Wohlgemerkt, der Klimawandel wird nicht in Frage gestellt,
und noch nicht einmal die Notwendigkeit der Reduktion der Treibhausgase. Jene
wird aber, treu dem amerikanischen Lehrmeister, in eine ferne Zukunft verlegt,
circa 2040. Gewiss, das Problem wird dann einen solchen Umfang erreicht haben,
dass in der Tat Reduktionen in kürzester Zeit um 60 oder auch 70 Prozent nötig
sein werden. Die wunderbare Nachricht aber ist: Diese drastischen Minderungen
der Treibhausgase werden nicht nur nötig, sondern auch möglich sein, und zwar
nicht durch mühsame Ausschöpfung von Suffizienzpotenzialen, wie sie in diesen
Tagen etwa kirchliche Gruppen in den USA verfolgen, wenn sie gegen Benzin
fressende »SUVs« predigen, sondern durch wenige wundersame technische
Durchbrüche. Die Wasserstofftechnologien werden so weit entwickelt sein, dass
sie großflächig zum Einsatz werden kommen können, und das CO2 wird
in Form von Eisklötzchen in den Ozean versenkt werden.
Man fühlt sich an Edward Teller erinnert, den Vater der
Wasserstoffbombe, der in den Sechzigerjahren überzeugt war, mit der weiten
Verbreitung der friedlichen Nutzung der Kernkraft würde der elektrische Strom
in solchen Mengen derart billig zur Verfügung stehen, dass es sich nicht mehr
lohnen würde, Zähler zu installieren.
Gegenüber einer
solchen do nothing-Strategie, die auf Adaptation statt auf
Prävention setzt, die globale Problematik ignoriert und die Kosten der Zukunft
aufhalst, tut sich eine präventive Strategie schwer, die heutiges Handeln
verlangt, globale Verantwortung ernst nimmt, und Prioritäten in einem komplexen
Handlungsfeld abwägen muss, zu denen natürlich auch die Adaptation gehört.

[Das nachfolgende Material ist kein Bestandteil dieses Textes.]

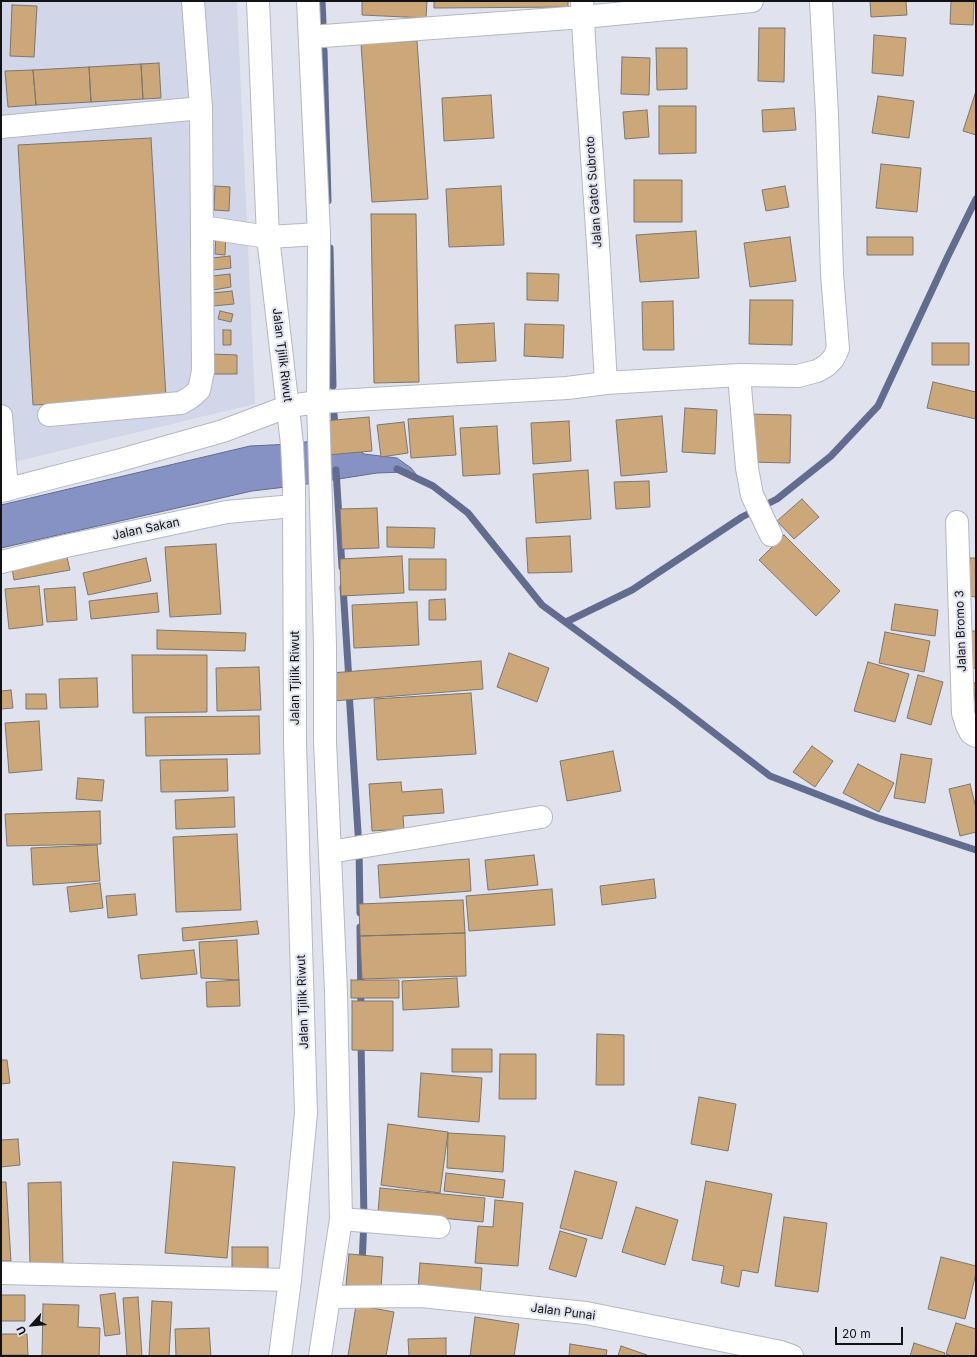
<!DOCTYPE html>
<style>
body{margin:0}
#map{position:relative;width:977px;height:1357px;overflow:hidden;background:#e0e3ee;font-family:Inter,sans-serif}
canvas{display:block}
.frame{position:absolute;inset:0;border:2px solid #121316;pointer-events:none}
.north{position:absolute;left:12px;top:1305px;width:40px;height:40px;-webkit-text-stroke:3px #e0e3ee;paint-order:stroke;rotate:243deg;font-size:11px;font-weight:700;line-height:16px;text-align:center;color:#121316}
.north::after{content:'';display:block;margin:auto;width:14px;height:18px;background:#121316;clip-path:polygon(50% 0,100% 100%,50% 72%,0 100%)}
.scale{position:absolute;left:835px;top:1327px;width:68px;height:18px;box-sizing:border-box;border:2px solid #121316;border-top:0;padding-left:5px;font-size:12px;line-height:14px;white-space:nowrap;color:#121316;-webkit-text-stroke:3px #e0e3ee;paint-order:stroke}
</style>
<div id="map">
<canvas width="977" height="1357"></canvas>
<div class="frame"></div>
<div class="north">U</div>
<div class="scale">20 m</div>
</div>
<script>
const c = document.querySelector('canvas').getContext('2d');
c.lineJoin = 'round';
function fillPath(path, color) { c.fillStyle = color; c.fill(path, 'evenodd'); }
const toPath = rows => new Path2D(rows.map(r => 'M' + r).join(''));
function trace(path, color, width, dash) { c.strokeStyle = color; c.lineWidth = width; c.lineCap = dash ? 'butt' : 'round'; c.setLineDash(dash || []); c.stroke(path); }
function write(font, color, halo, rows, align = 'center') {
  c.font = font + ' Inter,sans-serif'; c.lineWidth = 4; c.setLineDash([]); c.textBaseline = 'middle'; c.strokeStyle = halo; c.fillStyle = color; for (const [text, x, y, turn = 0] of rows) {
    c.save(); c.translate(x, y); c.rotate((+turn || 0) * Math.PI / 180); c.textAlign = isNaN(turn) ? turn : align; if (halo) c.strokeText(text, 0, 0); c.fillText(text, 0, 0); c.restore();
  }
}
fillPath(toPath([
 [1,1,237,1,255,404,1,465]
]), '#d1d6e8');
const water = toPath([
 [347,439,364,454,397,458,411,468,421,480,405,472,377,473,294,486,252,491,1,548,1,505,250,446,292,444,319,440,347,439]
]);
fillPath(water, '#8592c3');
trace(water, '#626c8f', 1);
trace(toPath([
 [322,1,323,23],
 [324,50,328,201],
 [330,248,333,386],
 [334,414,335,429],
 [397,469,433,486,468,513,542,605,674,702,770,776,878,818,976,850],
 [336,470,342,567],
 [343,587,349,681],
 [566,622,632,590,742,517,777,499,831,456,878,406,947,258,976,199],
 [349,691,359,848,360,913],
 [360,927,361,1011],
 [361,1041,364,1220,362,1264]
]), '#626c8f', 7);
const building = toPath([
 [362,1,427,1,426,18,362,15,362,1],
 [434,1,568,1,568,7,434,8,434,1],
 [870,1,906,1,907,15,871,17,870,1],
 [951,1,974,1,973,25,950,24,951,1],
 [12,5,37,6,34,57,10,56,12,5],
 [759,28,785,28,784,82,758,81,759,28],
 [874,35,906,38,903,76,872,73,874,35],
 [417,41,428,199,372,202,361,44,417,41],
 [656,48,687,48,687,89,657,90,656,48],
 [622,57,650,58,649,95,621,94,622,57],
 [159,63,161,98,143,99,141,64,159,63],
 [141,64,143,99,91,102,89,67,141,64],
 [89,67,91,102,36,105,33,70,89,67],
 [33,70,36,105,8,107,5,71,33,70],
 [976,91,976,135,963,131,976,91],
 [491,95,494,138,444,141,442,98,491,95],
 [878,96,914,101,909,138,872,133,878,96],
 [659,106,696,106,696,153,659,154,659,106],
 [794,108,796,130,763,132,762,110,794,108],
 [647,110,649,137,625,139,623,112,647,110],
 [151,138,166,398,33,405,18,145,151,138],
 [881,164,921,168,917,212,876,208,881,164],
 [634,180,682,180,682,222,634,222,634,180],
 [215,186,230,187,229,211,214,210,215,186],
 [501,186,504,245,449,247,446,189,501,186],
 [785,186,789,207,766,211,762,190,785,186],
 [371,214,416,214,419,382,374,383,371,214],
 [216,231,226,231,225,255,215,254,216,231],
 [696,231,699,278,640,282,636,235,696,231],
 [790,237,796,281,750,287,744,243,790,237],
 [867,237,913,237,913,255,867,255,867,237],
 [230,256,231,268,213,270,212,258,230,256],
 [527,273,559,274,558,301,527,300,527,273],
 [230,274,231,287,213,290,212,276,230,274],
 [232,291,234,304,213,306,212,293,232,291],
 [750,300,793,300,792,345,749,344,750,300],
 [673,301,674,350,643,350,642,302,673,301],
 [220,311,233,314,231,322,218,319,220,311],
 [494,323,496,361,457,363,455,325,494,323],
 [525,324,564,325,563,358,524,356,525,324],
 [223,330,231,330,231,345,223,345,223,330],
 [932,343,969,343,969,365,932,365,932,343],
 [212,354,237,355,237,374,212,374,212,354],
 [933,382,976,392,976,419,927,408,933,382],
 [685,408,717,410,715,454,682,452,685,408],
 [749,414,791,415,790,463,748,462,749,414],
 [453,416,456,455,411,458,408,419,453,416],
 [662,416,667,472,621,476,616,420,662,416],
 [369,417,372,451,327,455,324,421,369,417],
 [569,421,571,461,533,464,531,423,569,421],
 [404,422,408,453,381,457,377,425,404,422],
 [497,426,500,474,463,476,460,428,497,426],
 [588,470,591,519,536,523,533,474,588,470],
 [649,481,650,507,616,509,614,482,649,481],
 [802,499,819,517,794,539,777,521,802,499],
 [377,508,379,548,342,549,340,509,377,508],
 [387,527,435,528,434,548,387,547,387,527],
 [784,535,840,591,816,616,759,560,784,535],
 [570,536,572,572,528,573,526,538,570,536],
 [216,544,221,614,170,617,165,547,216,544],
 [66,553,70,570,14,580,11,563,66,553],
 [402,556,404,593,341,596,340,559,402,556],
 [146,558,151,581,88,595,83,573,146,558],
 [970,558,976,558,976,597,967,596,970,558],
 [409,559,446,559,446,590,409,590,409,559],
 [39,586,43,625,9,629,5,589,39,586],
 [75,587,77,620,47,622,44,589,75,587],
 [157,593,159,612,91,619,89,601,157,593],
 [445,599,446,620,429,620,429,600,445,599],
 [417,602,419,645,354,648,352,605,417,602],
 [895,604,938,610,935,636,891,630,895,604],
 [157,630,246,633,245,651,157,649,157,630],
 [966,631,976,631,976,668,967,668,966,631],
 [885,632,930,641,924,672,879,663,885,632],
 [509,653,549,668,537,702,497,687,509,653],
 [132,655,207,655,207,712,133,713,132,655],
 [481,661,483,689,333,701,331,673,481,661],
 [868,662,909,674,895,722,854,711,868,662],
 [259,667,261,710,217,711,216,668,259,667],
 [918,675,943,682,931,725,907,718,918,675],
 [97,678,98,707,60,708,59,679,97,678],
 [973,683,976,683,976,708,973,683],
 [11,690,13,708,1,709,1,691,11,690],
 [471,693,476,754,377,760,374,699,471,693],
 [26,694,46,694,47,709,26,709,26,694],
 [259,716,260,754,146,756,145,717,259,716],
 [39,721,42,770,9,773,5,723,39,721],
 [812,746,833,761,815,787,793,772,812,746],
 [613,751,621,791,567,801,560,761,613,751],
 [901,754,932,759,925,803,894,798,901,754],
 [227,759,228,791,161,792,160,760,227,759],
 [858,764,894,783,879,812,843,793,858,764],
 [78,778,104,780,102,801,76,799,78,778],
 [401,782,402,792,442,789,444,813,403,816,404,829,372,831,369,784,401,782],
 [970,784,976,808,976,832,960,836,949,789,970,784],
 [234,797,235,827,176,829,175,800,234,797],
 [100,811,101,844,7,846,5,814,100,811],
 [237,834,241,910,176,912,173,837,237,834],
 [97,845,100,881,33,885,31,848,97,845],
 [534,855,538,885,488,890,485,860,534,855],
 [469,859,471,891,380,898,378,865,469,859],
 [654,879,656,898,602,905,600,886,654,879],
 [100,883,103,908,70,912,67,887,100,883],
 [552,889,555,925,469,931,466,896,552,889],
 [135,894,137,915,108,918,106,896,135,894],
 [463,900,465,933,360,936,359,904,463,900],
 [257,921,259,934,183,941,182,928,257,921],
 [465,933,466,976,362,979,360,936,465,933],
 [237,940,239,980,201,978,199,942,237,940],
 [194,950,197,974,141,979,138,955,194,950],
 [457,978,459,1007,403,1010,402,981,457,978],
 [239,980,240,1006,207,1007,206,982,239,980],
 [351,980,399,980,399,998,351,998,351,980],
 [352,1001,393,1001,393,1051,352,1050,352,1001],
 [597,1034,624,1035,624,1085,596,1085,597,1034],
 [452,1049,492,1049,492,1072,452,1072,452,1049],
 [500,1054,536,1054,536,1099,499,1099,500,1054],
 [1,1060,7,1060,10,1083,1,1084,1,1060],
 [421,1073,482,1078,479,1122,418,1117,421,1073],
 [699,1097,736,1104,728,1151,691,1144,699,1097],
 [388,1124,448,1132,440,1193,381,1185,388,1124],
 [448,1133,505,1136,503,1172,447,1168,448,1133],
 [18,1139,20,1165,1,1167,1,1140,18,1139],
 [173,1162,235,1167,227,1258,165,1253,173,1162],
 [575,1171,617,1182,602,1239,560,1228,575,1171],
 [446,1173,505,1180,503,1198,444,1191,446,1173],
 [706,1181,772,1194,758,1273,742,1270,739,1287,721,1283,724,1266,692,1260,706,1181],
 [1,1182,6,1182,11,1261,1,1261,1,1182],
 [61,1182,63,1264,30,1265,28,1183,61,1182],
 [380,1188,485,1198,483,1222,378,1212,380,1188],
 [495,1200,523,1203,518,1266,475,1263,478,1226,493,1227,495,1200],
 [636,1207,678,1220,665,1265,622,1252,636,1207],
 [784,1217,827,1223,818,1292,775,1286,784,1217],
 [560,1231,587,1239,576,1277,549,1269,560,1231],
 [232,1247,268,1247,268,1268,232,1268,232,1247],
 [349,1254,383,1257,381,1289,346,1285,349,1254],
 [941,1257,976,1266,976,1273,965,1319,928,1309,941,1257],
 [420,1263,482,1268,480,1295,418,1290,420,1263],
 [115,1293,120,1334,105,1336,100,1295,115,1293],
 [1,1295,25,1295,25,1321,1,1321,1,1295],
 [138,1297,142,1356,127,1356,123,1298,138,1297],
 [152,1301,172,1302,169,1356,149,1356,152,1301],
 [43,1304,79,1305,78,1327,100,1328,99,1356,42,1356,43,1304],
 [356,1305,394,1312,386,1356,348,1356,356,1305],
 [475,1317,519,1324,514,1356,470,1356,475,1317],
 [956,1323,976,1329,975,1356,952,1356,946,1354,956,1323],
 [209,1328,211,1356,176,1356,175,1329,209,1328],
 [1,1334,27,1334,28,1355,1,1355,1,1334],
 [446,1338,446,1356,409,1356,408,1339,446,1338],
 [914,1343,945,1353,944,1356,910,1356,914,1343],
 [570,1344,607,1350,606,1356,569,1356,570,1344],
 [621,1346,647,1355,647,1356,618,1356,621,1346]
]);
fillPath(building, '#cca77a');
trace(building, '#7d766e', 1);
const minor = toPath([
 [582,1,585,56,598,244,606,383],
 [310,37,583,17,752,1],
 [1,127,201,108,193,1],
 [202,227,268,237,319,234],
 [739,375,747,468,752,495,771,535],
 [49,415,181,403,191,397,199,390,203,371,201,108],
 [1,416,7,490],
 [1,491,117,461,223,431,289,406,318,402,567,388,606,383,739,375,798,376,817,371,826,366,833,359,838,349,832,274,827,114,821,1],
 [957,522,963,713,967,726,971,733,976,736],
 [1,562,66,546,227,512,293,506],
 [330,852,541,817],
 [341,1219,439,1227],
 [1,1273,290,1280],
 [330,1297,421,1296,586,1313,781,1352,792,1356]
]);
const highway = toPath([
 [258,1,268,237,292,444,294,486,295,743,306,1113,290,1280,280,1356],
 [308,1,319,234,318,402,325,645,325,741,336,992,341,1219,320,1356]
]);
trace(minor, '#b5b8c2', 24);
trace(highway, '#b5b8c2', 24);
trace(minor, '#fff', 22);
trace(highway, '#fff', 22);
write('12px', '#121316', '#e0e3ee', [
 ["Jalan Gatot Subroto",594,192,-94],
 ["Jalan Tjilik Riwut",282,355,83],
 ["Jalan Sakan",146,529,-12],
 ["Jalan Bromo 3",961,631,-92],
 ["Jalan Tjilik Riwut",295,678,-90],
 ["Jalan Tjilik Riwut",303,1002,-92],
 ["Jalan Punai",563,1312,7]
]);
</script>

Diese beiden unterschiedlichen Strategien, zwischen denen es in der Sache
zahlreiche Übergänge gibt, sind zur Spielmasse geworden in einem sich
verschärfenden Konflikt um die zukünftige globale Ordnung. Das ist unerfreulich
für jene, und das ist die überwältigende Mehrheit der Engagierten, die gerne
die Machtfrage in einem konkurrenten Weltsystem von Nationalstaaten aus dem
Klimaschutz würden raushalten wollen. Es gibt schließlich keine Frage, die sich
so unmittelbar als Menschheitsproblem präsentiert.
Eine solche Neutralität ist angesichts des massiven Drucks
der USA auf das Kyoto-Protokoll, allgemeiner: auf jedes Bemühen der Bewahrung
der Erdatmosphäre in demokratischer Absicht, nicht mehr praktizierbar.
Präventive Klimapolitik muss an den Treibhausgasemissionen in den reichen
Ländern ansetzen und sich um tendenziell global verallgemeinerbare
Produktionsweisen und Lebensstile bemühen. Das ist der einzige Weg, der
Ungleichheit mindert und nicht zwingend Gewaltverhältnisse fordert, um ein
ungerechtes Weltsystem aufrechtzuerhalten.
1 Hier ist nicht der Ort, um auszuführen, dass die
neoliberale Globalisierung wenig mit dem klassischen Liberalismus zu tun hat
und allemal nichts mit der globalen Durchsetzung von freien Märkten. Der
staatliche Schutz und die häufig gewaltsame Bewahrung oligopolistischer und
monopolistischer Märkte ist zwingende Bedingung profitabler Akkumulation und
war es ab der Stunde Null des kapitalistischen Industriesystems. Vgl. Immanuel Wallerstein: The End of the World as
we know it, University of Minnesota Press 1999, S. 63.